Mars 2020 is just the first mission of three:

  • Mars 2020 will put a rover on the Martian surface. It will spend a Martian year — about 687 Earth days — collecting samples from areas where scientists think traces of life might be found. Each sample will be a bit of rock that weighs around 15 grams, and the rover will gather between 20 and 30 of them in its hypersterile containers and cache them in a tube near a second landing site.
  • In the second mission, NASA will send a smaller rover and a Mars Ascent Vehicle (MAV) to pick up the tube. The MAV is a small rocket — about six feet tall — which should be big enough to put the tube into orbit.
  • The third mission is a larger spaceship, and it will travel from Earth to orbit around Mars, snag the orbiting tube, and then return to Earth.

If every step of the operation is successful, it will put samples in scientists’ hands as early as 2030 — 10 years after Mars 2020’s launch and 18 years after the plan was first concepted. “Mars exploration,” says Steltzner, “is not for the impatient.”

Again, Mars exploration may not sound mundane, but context is important: the Mars 2020 mission was born not just out of ambition, but out of a desire to be what engineers might characterize as efficient and others might just call cheap. It began as an attempt to recycle elements of the Curiosity program after that mission launched into space in 2012.

“We had these spare parts,” Steltzner says. “We started to sketch out what we might do, what kind of discount we might be able to achieve. By leveraging spare parts and the design expertise, how could we get back to Mars?”

Between 2012 and 2015, the plan for Mars 2020 took a backseat to Curiosity’s launch, landing, and mission, which has increased the number and quality of images that we have of the surface of Mars. Well into 2018, Curiosity continued to send back images and data. But it will never leave the Martian surface.

By aiming to bring bits of Mars home, the 2020 mission will present all the challenges of Curiosity, plus add new ones, many of which require perseverance more than spectacular breakthroughs. One of the chief concerns, Steltzner notes, is protecting the integrity of collected samples. Should anything from Earth get into the sample — a microbe or virus or organic molecule — it would contaminate the findings. Scientists wouldn’t know whether they’d found evidence of life from Mars or life they had taken to Mars. Steltzner and the NASA team have been working to create what he describes as “hypersterilized containers,” vessels designed to be free of any possible contamination by anything from Earth and preserved during passage through the Martian atmosphere, deep space, and reentry into Earth’s atmosphere.

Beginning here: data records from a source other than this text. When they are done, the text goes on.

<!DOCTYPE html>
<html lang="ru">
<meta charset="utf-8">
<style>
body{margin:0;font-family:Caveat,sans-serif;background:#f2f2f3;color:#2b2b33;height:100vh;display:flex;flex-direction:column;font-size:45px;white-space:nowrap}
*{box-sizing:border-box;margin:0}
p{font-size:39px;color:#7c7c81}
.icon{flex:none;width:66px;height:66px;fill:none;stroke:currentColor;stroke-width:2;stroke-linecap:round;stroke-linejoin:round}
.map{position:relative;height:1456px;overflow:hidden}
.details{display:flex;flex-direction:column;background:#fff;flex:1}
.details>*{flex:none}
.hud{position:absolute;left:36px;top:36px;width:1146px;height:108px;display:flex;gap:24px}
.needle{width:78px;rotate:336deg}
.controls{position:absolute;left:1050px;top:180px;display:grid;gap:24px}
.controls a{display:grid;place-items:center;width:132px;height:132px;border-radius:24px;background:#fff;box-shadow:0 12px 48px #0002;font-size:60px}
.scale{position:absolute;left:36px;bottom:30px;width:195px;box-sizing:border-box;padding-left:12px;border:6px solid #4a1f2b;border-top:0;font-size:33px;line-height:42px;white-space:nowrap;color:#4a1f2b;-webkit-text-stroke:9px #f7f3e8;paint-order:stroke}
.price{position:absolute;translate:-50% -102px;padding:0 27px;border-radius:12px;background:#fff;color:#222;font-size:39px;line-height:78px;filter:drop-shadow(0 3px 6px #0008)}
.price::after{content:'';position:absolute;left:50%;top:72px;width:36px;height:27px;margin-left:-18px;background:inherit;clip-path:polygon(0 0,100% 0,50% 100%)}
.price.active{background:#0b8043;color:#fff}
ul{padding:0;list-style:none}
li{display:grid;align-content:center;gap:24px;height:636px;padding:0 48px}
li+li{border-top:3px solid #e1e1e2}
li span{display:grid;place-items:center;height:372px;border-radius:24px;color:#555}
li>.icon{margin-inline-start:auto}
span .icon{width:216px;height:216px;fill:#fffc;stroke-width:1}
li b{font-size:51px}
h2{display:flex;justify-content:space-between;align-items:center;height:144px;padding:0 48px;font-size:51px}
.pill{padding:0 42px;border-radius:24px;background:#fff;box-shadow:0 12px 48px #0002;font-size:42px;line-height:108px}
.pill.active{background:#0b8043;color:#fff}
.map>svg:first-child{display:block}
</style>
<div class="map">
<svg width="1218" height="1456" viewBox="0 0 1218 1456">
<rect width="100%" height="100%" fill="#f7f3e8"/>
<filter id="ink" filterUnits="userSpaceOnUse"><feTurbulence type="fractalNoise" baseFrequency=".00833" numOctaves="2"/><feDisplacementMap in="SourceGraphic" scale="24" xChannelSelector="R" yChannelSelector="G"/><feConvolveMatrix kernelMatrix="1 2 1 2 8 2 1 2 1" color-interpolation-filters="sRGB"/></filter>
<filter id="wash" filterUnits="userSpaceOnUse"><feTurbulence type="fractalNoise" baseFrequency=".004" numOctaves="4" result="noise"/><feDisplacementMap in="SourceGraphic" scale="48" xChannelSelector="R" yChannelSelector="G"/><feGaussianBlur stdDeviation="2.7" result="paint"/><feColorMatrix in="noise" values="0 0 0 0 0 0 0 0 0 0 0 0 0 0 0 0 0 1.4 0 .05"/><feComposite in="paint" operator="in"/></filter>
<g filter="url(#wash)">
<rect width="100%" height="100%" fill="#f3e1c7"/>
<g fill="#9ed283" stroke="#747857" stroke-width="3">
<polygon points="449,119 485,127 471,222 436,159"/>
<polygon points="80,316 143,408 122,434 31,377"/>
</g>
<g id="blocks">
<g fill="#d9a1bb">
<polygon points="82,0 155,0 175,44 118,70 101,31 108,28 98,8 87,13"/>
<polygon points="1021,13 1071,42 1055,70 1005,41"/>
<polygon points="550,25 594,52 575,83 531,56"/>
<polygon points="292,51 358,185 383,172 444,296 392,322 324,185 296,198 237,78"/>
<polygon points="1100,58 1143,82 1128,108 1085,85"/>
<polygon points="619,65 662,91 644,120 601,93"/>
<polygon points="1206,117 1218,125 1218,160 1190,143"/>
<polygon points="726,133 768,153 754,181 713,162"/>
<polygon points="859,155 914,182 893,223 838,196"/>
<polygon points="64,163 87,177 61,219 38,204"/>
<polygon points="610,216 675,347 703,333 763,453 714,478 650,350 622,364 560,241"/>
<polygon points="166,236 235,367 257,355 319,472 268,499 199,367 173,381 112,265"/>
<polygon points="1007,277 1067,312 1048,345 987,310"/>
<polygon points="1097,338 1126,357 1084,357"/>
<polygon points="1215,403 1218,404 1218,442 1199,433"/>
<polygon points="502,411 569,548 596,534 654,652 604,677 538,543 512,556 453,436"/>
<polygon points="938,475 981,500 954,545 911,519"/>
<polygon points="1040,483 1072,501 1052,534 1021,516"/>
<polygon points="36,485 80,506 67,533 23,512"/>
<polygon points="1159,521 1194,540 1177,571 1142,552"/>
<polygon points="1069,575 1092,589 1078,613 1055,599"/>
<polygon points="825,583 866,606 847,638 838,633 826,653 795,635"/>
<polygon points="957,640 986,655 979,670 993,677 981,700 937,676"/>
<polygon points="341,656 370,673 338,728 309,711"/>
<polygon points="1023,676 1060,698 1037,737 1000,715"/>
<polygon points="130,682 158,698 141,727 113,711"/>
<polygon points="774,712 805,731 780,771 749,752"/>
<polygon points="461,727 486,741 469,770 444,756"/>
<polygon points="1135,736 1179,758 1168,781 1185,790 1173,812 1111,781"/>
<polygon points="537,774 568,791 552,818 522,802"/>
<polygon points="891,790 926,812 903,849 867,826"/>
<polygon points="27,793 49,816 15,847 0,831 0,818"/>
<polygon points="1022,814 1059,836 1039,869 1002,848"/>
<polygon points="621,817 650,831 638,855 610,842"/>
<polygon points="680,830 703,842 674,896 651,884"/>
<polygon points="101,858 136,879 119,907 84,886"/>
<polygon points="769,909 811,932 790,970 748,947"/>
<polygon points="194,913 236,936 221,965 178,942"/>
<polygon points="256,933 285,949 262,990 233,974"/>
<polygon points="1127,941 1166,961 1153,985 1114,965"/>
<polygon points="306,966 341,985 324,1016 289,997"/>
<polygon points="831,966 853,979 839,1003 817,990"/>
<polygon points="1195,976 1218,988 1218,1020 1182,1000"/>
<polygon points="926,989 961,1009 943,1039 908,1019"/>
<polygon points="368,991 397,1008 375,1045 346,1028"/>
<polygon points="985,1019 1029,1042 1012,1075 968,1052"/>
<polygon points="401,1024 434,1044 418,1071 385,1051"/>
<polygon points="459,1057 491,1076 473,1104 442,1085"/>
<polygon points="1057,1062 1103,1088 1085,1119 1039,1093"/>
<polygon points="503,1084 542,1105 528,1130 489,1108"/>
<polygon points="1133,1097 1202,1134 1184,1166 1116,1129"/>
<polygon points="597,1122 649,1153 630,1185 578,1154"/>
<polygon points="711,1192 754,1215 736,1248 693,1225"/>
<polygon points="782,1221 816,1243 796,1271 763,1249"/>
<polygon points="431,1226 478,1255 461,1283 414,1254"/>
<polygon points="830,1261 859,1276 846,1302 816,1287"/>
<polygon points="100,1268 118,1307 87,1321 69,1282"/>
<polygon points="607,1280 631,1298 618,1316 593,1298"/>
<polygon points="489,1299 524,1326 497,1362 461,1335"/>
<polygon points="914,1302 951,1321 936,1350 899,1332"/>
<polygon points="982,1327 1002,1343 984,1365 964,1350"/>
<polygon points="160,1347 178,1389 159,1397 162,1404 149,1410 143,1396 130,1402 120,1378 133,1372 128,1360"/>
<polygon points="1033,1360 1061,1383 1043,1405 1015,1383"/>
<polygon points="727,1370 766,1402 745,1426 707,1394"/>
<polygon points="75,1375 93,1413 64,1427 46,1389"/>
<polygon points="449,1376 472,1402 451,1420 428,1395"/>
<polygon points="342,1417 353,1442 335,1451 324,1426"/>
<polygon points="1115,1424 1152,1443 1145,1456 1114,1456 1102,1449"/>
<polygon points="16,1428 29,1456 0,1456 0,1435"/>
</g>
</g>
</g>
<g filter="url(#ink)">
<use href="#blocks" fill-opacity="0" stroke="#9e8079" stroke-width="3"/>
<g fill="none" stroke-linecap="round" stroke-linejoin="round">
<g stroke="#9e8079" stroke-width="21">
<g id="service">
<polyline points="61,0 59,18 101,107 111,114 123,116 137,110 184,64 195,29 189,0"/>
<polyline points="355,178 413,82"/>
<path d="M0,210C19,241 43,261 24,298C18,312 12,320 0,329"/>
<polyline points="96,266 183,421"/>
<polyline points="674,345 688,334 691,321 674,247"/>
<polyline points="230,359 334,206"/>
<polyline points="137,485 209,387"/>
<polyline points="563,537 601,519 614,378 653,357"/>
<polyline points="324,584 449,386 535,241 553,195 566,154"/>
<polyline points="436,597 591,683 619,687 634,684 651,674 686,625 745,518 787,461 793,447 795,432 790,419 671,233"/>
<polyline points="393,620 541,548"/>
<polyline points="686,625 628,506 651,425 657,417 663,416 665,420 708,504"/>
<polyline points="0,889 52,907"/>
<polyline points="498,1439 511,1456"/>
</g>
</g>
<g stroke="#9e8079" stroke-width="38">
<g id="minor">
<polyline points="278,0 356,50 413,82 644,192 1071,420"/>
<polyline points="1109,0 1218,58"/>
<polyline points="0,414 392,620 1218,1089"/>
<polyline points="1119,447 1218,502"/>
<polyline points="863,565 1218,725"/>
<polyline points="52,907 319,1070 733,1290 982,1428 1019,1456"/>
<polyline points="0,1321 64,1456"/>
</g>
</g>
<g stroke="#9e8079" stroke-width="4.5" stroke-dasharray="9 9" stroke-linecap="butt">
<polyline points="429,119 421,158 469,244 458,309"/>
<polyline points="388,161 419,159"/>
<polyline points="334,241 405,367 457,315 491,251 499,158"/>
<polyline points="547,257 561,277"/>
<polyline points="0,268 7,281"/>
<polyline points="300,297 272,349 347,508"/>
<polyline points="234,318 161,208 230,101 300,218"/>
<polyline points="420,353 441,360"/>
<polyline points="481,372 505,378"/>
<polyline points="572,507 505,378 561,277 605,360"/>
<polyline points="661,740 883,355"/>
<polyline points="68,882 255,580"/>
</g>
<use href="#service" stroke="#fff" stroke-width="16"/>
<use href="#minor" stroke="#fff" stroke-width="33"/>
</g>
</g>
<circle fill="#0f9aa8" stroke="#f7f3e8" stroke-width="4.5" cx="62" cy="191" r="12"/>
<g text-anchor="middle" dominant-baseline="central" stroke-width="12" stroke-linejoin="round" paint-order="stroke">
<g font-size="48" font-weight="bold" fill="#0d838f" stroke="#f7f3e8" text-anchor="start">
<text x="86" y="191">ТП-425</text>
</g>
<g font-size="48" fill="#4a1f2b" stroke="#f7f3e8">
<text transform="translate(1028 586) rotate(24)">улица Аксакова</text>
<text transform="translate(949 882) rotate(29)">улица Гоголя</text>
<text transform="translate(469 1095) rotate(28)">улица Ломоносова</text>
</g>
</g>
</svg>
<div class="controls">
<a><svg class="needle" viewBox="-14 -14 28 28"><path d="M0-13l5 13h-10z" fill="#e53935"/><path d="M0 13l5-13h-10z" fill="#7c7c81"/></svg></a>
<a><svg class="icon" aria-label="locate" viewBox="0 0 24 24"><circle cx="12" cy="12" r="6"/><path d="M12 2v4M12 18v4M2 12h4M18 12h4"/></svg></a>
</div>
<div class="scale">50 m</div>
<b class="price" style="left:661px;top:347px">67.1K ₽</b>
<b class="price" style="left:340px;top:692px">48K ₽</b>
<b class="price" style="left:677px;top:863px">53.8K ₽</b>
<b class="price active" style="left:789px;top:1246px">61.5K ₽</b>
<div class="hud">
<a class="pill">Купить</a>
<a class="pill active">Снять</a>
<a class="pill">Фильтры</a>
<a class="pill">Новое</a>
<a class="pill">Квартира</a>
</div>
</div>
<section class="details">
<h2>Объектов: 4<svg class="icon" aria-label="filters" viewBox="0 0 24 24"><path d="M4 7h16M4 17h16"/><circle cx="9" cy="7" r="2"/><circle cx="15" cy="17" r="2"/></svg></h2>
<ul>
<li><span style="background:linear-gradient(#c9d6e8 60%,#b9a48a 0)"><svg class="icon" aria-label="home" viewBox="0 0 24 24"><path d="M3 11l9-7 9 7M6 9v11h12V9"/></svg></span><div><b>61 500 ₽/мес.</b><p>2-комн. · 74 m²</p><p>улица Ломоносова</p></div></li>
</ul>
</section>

“The hardware elements are cleaner than anything, really, on the surface of the earth,” he says. “We’ve had to invent techniques that [can clean objects more thoroughly] than anything has ever been cleaned. It’s a lot to get right.”

And it’s a lot to do on a firm schedule. Due to the difference in orbit between Mars and Earth, missions can only launch once every 26 months. NASA’s target window is the summer of 2020, with the rover landing in February 2021. It will mean a lot of long days in the office, in the lab, and in construction for someone whose early life didn’t emphasize the value of tedium.

“I’m kind of striving against my parents’ ethos,” he says. “They didn’t do the mundane, day-to-day, go-to-work thing. I wanted to make something real. … Engineering has all the beauty of physics, and it’s a real job.”

John Allen is associate publisher of On Wisconsin.